WHAT THE TASK ASKS:
Every record that follows should appear again in your answer, exactly the same.

INFORMATION SHOWN:
»»
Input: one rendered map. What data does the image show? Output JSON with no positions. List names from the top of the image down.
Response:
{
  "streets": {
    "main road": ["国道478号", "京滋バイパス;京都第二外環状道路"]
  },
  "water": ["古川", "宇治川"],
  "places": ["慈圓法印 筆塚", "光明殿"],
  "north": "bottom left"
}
««
ANSWER SECTION:
Input: one rendered map. What data does the image show? Output JSON with no positions. List names from the top of the image down.
Response:
{
  "streets": {
    "main road": ["国道478号", "京滋バイパス;京都第二外環状道路"]
  },
  "water": ["古川", "宇治川"],
  "places": ["慈圓法印 筆塚", "光明殿"],
  "north": "bottom left"
}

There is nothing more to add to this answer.